%%

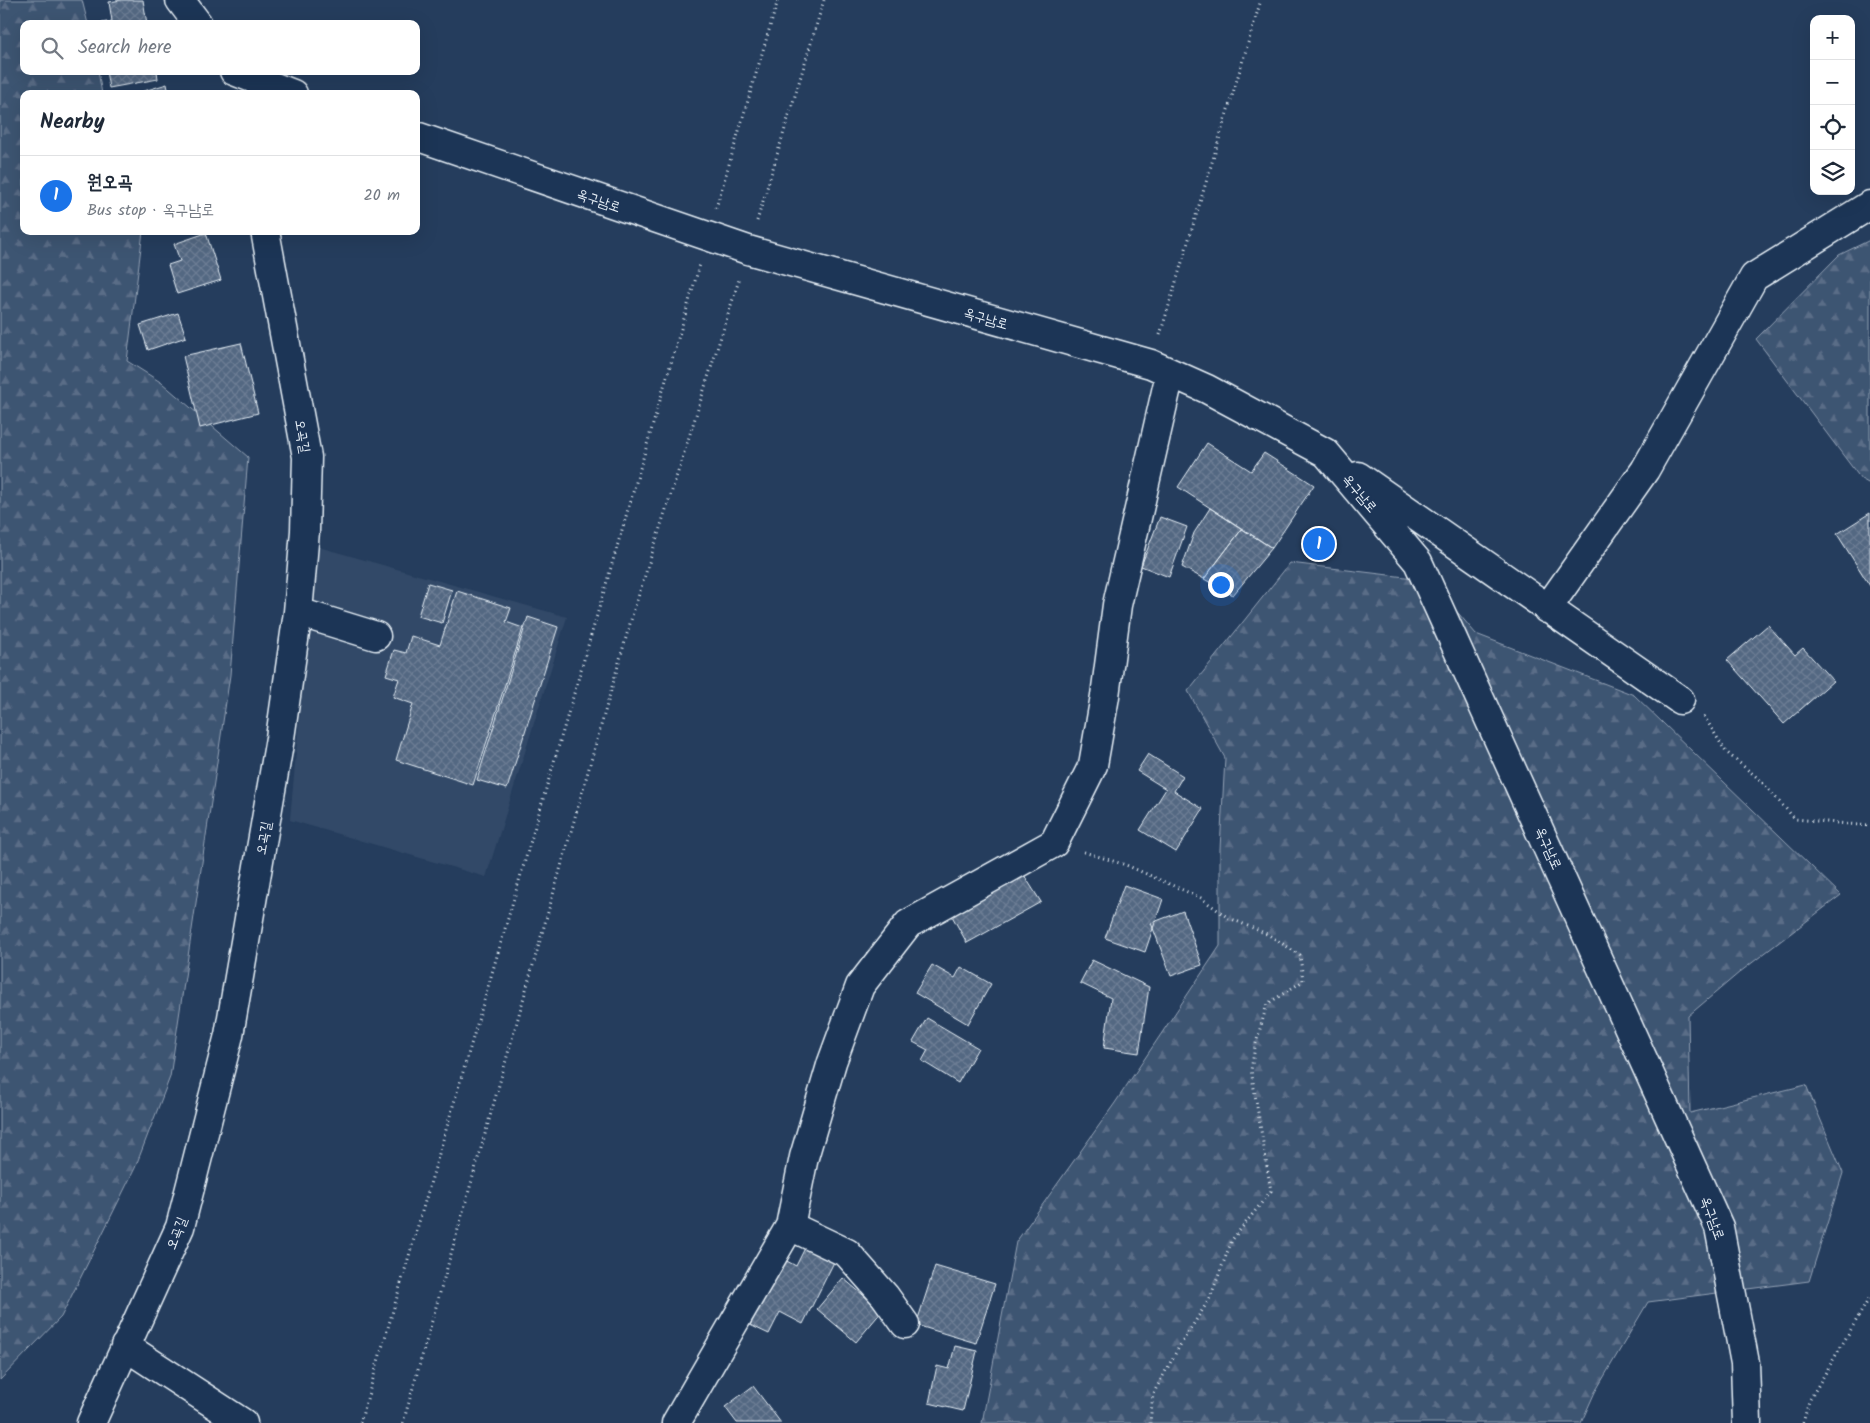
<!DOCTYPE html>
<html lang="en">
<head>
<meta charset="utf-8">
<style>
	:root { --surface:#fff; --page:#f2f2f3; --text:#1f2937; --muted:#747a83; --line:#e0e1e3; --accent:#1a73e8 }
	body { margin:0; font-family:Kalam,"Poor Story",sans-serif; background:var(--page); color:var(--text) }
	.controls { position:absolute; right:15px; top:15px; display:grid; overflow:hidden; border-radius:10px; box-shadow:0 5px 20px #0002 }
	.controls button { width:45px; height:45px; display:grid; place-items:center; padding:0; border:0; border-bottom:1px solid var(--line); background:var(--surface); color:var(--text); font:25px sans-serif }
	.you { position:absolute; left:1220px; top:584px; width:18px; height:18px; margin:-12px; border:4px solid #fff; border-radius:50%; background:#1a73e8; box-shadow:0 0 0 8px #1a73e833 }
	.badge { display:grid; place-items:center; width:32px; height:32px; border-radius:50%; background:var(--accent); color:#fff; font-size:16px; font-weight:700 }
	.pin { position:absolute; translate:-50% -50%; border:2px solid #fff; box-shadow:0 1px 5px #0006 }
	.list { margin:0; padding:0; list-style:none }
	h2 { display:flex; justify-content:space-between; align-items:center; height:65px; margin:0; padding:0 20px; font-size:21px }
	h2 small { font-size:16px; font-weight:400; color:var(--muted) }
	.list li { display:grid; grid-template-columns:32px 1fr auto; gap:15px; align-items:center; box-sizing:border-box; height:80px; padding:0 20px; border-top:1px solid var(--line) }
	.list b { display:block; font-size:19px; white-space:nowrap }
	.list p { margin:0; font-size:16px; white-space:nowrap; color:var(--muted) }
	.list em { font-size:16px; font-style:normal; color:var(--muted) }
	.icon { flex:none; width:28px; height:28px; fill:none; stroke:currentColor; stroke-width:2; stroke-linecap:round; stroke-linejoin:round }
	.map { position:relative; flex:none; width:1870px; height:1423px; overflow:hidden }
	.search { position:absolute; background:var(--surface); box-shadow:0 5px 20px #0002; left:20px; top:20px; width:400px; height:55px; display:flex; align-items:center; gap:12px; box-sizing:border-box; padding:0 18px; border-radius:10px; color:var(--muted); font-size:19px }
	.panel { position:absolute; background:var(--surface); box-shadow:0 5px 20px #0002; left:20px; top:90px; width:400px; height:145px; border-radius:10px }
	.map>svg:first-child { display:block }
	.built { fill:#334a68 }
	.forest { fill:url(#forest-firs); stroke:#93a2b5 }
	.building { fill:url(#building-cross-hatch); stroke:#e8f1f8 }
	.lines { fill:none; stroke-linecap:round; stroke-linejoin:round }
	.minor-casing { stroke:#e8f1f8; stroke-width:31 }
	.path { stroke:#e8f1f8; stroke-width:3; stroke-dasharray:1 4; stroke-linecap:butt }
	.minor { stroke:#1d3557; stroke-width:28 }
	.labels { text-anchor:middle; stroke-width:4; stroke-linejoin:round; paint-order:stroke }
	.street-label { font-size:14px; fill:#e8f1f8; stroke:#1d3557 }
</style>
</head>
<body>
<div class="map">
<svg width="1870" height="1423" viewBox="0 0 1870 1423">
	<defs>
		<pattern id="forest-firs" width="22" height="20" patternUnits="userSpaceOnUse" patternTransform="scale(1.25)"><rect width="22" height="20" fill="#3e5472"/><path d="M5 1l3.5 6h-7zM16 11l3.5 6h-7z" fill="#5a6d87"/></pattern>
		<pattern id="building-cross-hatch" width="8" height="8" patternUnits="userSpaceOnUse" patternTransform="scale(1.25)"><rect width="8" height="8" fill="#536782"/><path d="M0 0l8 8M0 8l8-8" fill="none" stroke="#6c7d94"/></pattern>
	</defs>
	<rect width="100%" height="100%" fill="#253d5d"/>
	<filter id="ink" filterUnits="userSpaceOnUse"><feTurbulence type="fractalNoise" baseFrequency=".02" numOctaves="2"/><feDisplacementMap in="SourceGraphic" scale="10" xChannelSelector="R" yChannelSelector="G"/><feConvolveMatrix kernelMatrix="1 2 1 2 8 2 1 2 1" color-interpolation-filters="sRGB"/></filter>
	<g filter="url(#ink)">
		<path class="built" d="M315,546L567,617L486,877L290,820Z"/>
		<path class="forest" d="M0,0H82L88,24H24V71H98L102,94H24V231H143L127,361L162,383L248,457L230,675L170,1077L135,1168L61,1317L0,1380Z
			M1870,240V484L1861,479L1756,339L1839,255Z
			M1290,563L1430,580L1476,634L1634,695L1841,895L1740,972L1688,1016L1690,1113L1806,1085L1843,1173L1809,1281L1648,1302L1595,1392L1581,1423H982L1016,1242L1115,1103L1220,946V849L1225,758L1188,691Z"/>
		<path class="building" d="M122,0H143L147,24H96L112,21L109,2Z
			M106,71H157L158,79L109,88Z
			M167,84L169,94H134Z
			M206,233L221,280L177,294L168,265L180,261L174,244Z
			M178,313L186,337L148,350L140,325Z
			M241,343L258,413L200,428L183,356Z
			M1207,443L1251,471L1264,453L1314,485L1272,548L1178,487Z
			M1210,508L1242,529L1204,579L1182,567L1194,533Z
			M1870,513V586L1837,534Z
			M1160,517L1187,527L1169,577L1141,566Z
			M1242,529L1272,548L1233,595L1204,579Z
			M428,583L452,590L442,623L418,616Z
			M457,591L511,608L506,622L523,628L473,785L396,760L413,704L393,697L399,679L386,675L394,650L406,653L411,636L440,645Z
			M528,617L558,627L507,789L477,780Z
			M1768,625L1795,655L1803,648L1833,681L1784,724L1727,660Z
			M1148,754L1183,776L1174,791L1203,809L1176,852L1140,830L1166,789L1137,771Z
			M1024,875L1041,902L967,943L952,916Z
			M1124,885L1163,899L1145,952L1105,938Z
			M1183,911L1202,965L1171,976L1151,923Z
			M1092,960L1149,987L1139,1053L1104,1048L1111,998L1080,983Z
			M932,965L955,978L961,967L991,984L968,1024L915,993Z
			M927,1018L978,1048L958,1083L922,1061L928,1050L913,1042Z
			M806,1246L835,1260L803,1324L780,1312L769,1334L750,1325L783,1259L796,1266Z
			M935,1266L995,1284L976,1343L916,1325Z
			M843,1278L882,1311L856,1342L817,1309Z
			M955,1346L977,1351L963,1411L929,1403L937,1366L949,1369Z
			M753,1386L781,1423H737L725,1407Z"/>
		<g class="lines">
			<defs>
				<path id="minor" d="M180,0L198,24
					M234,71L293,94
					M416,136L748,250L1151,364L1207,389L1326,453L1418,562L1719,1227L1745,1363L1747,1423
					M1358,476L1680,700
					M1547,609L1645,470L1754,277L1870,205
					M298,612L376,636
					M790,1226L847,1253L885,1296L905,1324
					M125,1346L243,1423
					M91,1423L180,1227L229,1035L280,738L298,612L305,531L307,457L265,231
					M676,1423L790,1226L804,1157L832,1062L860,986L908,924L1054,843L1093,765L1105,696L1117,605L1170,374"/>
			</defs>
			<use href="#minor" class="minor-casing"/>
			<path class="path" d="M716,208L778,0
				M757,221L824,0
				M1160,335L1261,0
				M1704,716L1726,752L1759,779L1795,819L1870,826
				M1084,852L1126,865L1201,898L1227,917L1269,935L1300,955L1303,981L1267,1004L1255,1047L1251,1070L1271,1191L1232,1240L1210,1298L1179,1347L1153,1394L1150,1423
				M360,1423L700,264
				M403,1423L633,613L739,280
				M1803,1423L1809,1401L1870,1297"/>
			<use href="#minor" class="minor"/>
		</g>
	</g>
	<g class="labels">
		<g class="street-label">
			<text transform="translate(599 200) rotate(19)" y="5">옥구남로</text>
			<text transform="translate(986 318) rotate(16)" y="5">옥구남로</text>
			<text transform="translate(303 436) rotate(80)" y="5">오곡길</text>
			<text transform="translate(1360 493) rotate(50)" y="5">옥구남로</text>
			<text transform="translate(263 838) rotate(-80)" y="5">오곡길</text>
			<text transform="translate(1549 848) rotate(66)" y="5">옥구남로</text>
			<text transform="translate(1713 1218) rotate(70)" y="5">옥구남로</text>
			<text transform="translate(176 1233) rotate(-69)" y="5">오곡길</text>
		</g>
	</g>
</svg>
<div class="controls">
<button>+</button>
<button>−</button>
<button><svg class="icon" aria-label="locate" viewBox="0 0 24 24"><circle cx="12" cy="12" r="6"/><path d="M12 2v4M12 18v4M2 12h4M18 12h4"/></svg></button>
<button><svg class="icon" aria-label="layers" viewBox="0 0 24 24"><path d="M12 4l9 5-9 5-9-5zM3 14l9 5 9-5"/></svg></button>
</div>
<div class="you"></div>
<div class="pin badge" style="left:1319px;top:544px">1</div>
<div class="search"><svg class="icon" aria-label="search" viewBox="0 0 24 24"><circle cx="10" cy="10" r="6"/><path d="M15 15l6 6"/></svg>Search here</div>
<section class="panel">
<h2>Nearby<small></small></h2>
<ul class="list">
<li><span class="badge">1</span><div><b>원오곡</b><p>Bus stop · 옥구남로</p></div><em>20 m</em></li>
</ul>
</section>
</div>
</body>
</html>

%%

Find "<button>−</button>" in the entries above, then repeat its line and all lines after it exactly, down to the last line.

<button>−</button>
<button><svg class="icon" aria-label="locate" viewBox="0 0 24 24"><circle cx="12" cy="12" r="6"/><path d="M12 2v4M12 18v4M2 12h4M18 12h4"/></svg></button>
<button><svg class="icon" aria-label="layers" viewBox="0 0 24 24"><path d="M12 4l9 5-9 5-9-5zM3 14l9 5 9-5"/></svg></button>
</div>
<div class="you"></div>
<div class="pin badge" style="left:1319px;top:544px">1</div>
<div class="search"><svg class="icon" aria-label="search" viewBox="0 0 24 24"><circle cx="10" cy="10" r="6"/><path d="M15 15l6 6"/></svg>Search here</div>
<section class="panel">
<h2>Nearby<small></small></h2>
<ul class="list">
<li><span class="badge">1</span><div><b>원오곡</b><p>Bus stop · 옥구남로</p></div><em>20 m</em></li>
</ul>
</section>
</div>
</body>
</html>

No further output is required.